In some embodiments, a hardware module may be implemented mechanically, electronically, or any suitable combination thereof. For example, a hardware module may include dedicated circuitry or logic that is permanently configured to perform certain operations. For example, a hardware module may be a special-purpose processor, such as a Field-Programmable Gate Array (FPGA) or an Application Specific Integrated Circuit (ASIC). A hardware module may also include programmable logic or circuitry that is temporarily configured by software to perform certain operations. For example, a hardware module may include software executed by a general-purpose processor or other programmable processor. Once configured by such software, hardware modules become specific machines (or specific components of a machine) uniquely tailored to perform the configured functions and are no longer general-purpose processors. It will be appreciated that the decision to implement a hardware module mechanically, in dedicated and permanently configured circuitry, or in temporarily configured circuitry (e.g., configured by software) may be driven by cost and time considerations.
Accordingly, the phrase “hardware module” should be understood to encompass a tangible entity, be that an entity that is physically constructed, permanently configured (e.g., hardwired), or temporarily configured (e.g., programmed) to operate in a certain manner or to perform certain operations described herein. As used herein, “hardware-implemented module” refers to a hardware module. Considering embodiments in which hardware modules are temporarily configured (e.g., programmed), each of the hardware modules need not be configured or instantiated at any one instance in time. For example, where a hardware module comprises a general-purpose processor configured by software to become a special-purpose processor, the general-purpose processor may be configured as respectively different special-purpose processors (e.g., comprising different hardware modules) at different times. Software accordingly configures a particular processor or processors, for example, to constitute a particular hardware module at one instance of time and to constitute a different hardware module at a different instance of time.
Hardware modules can provide information to, and receive information from, other hardware modules. Accordingly, the described hardware modules may be regarded as being communicatively coupled. Where multiple hardware modules exist contemporaneously, communications may be achieved through signal transmission (e.g., over appropriate circuits and buses) between or among two or more of the hardware modules. In embodiments in which multiple hardware modules are configured or instantiated at different times, communications between such hardware modules may be achieved, for example, through the storage and retrieval of information in memory structures to which the multiple hardware modules have access. For example, one hardware module may perform an operation and store the output of that operation in a memory device to which it is communicatively coupled. A further hardware module may then, at a later time, access the memory device to retrieve and process the stored output. Hardware modules may also initiate communications with input or output devices, and can operate on a resource (e.g., a collection of information).
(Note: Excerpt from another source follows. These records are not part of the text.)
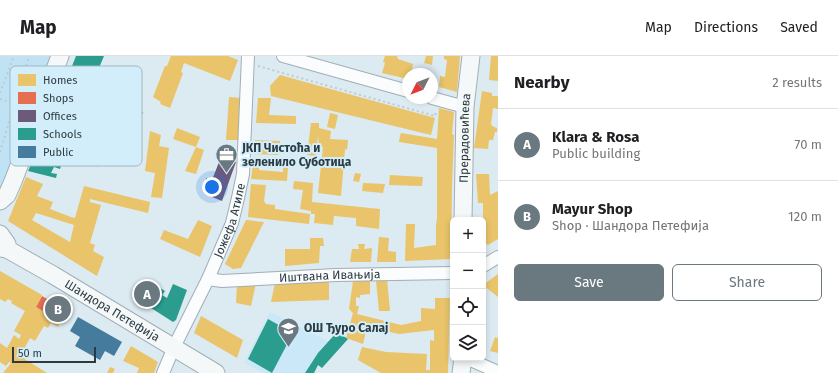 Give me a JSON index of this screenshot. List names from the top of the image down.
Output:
{
  "streets": {
    "street": [
      "Прерадовићева",
      "Јожефа Атиле",
      "Иштвана Ивањија",
      "Шандора Петефија"
    ]
  },
  "crossings": [
    ["Јожефа Атиле", "Иштвана Ивањија"],
    ["Јожефа Атиле", "Шандора Петефија"]
  ],
  "places": {
    "office": ["ЈКП Чистоћа и зеленило Суботица"],
    "school or university": ["ОШ Ђуро Салај"]
  },
  "legend": [
    "Homes",
    "Shops",
    "Offices",
    "Schools",
    "Public"
  ],
  "scale_bar": "50 m",
  "north": "bottom left",
  "page": {
    "header": "Map",
    "nav": ["Map", "Directions", "Saved"],
    "heading": ["Nearby", "2 results"],
    "list": [
      {
        "mark": "A",
        "name": "Klara & Rosa",
        "note": "Public building",
        "value": "70 m"
      },
      {
        "mark": "B",
        "name": "Mayur Shop",
        "note": "Shop · Шандора Петефија",
        "value": "120 m"
      }
    ],
    "map_buttons": ["+", "−"],
    "buttons": ["Save", "Share"],
    "pins": ["A", "B"],
    "scale": "50 m"
  }
}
The various operations of example methods described herein may be performed, at least partially, by one or more processors that are temporarily configured (e.g., by software) or permanently configured to perform the relevant operations. Whether temporarily or permanently configured, such processors may constitute processor-implemented modules that operate to perform one or more operations or functions described herein. As used herein, “processor-implemented module” refers to a hardware module implemented using one or more processors.
Similarly, the methods described herein may be at least partially processor-implemented, with a particular processor or processors being an example of hardware. For example, at least some of the operations of a method may be performed by one or more processors or processor-implemented modules. Moreover, the one or more processors may also operate to support performance of the relevant operations in a “cloud computing” environment or as a “software as a service” (SaaS). For example, at least some of the operations may be performed by a group of computers (as examples of machines including processors), with these operations being accessible via a network (e.g., the Internet) and via one or more appropriate interfaces (e.g., an API).
The performance of certain of the operations may be distributed among the processors, not only residing within a single machine, but deployed across a number of machines. In some example embodiments, the processors or processor-implemented modules may be located in a single geographic location (e.g., within a home environment, an office environment, or a server farm). In other example embodiments, the processors or processor-implemented modules may be distributed across a number of geographic locations.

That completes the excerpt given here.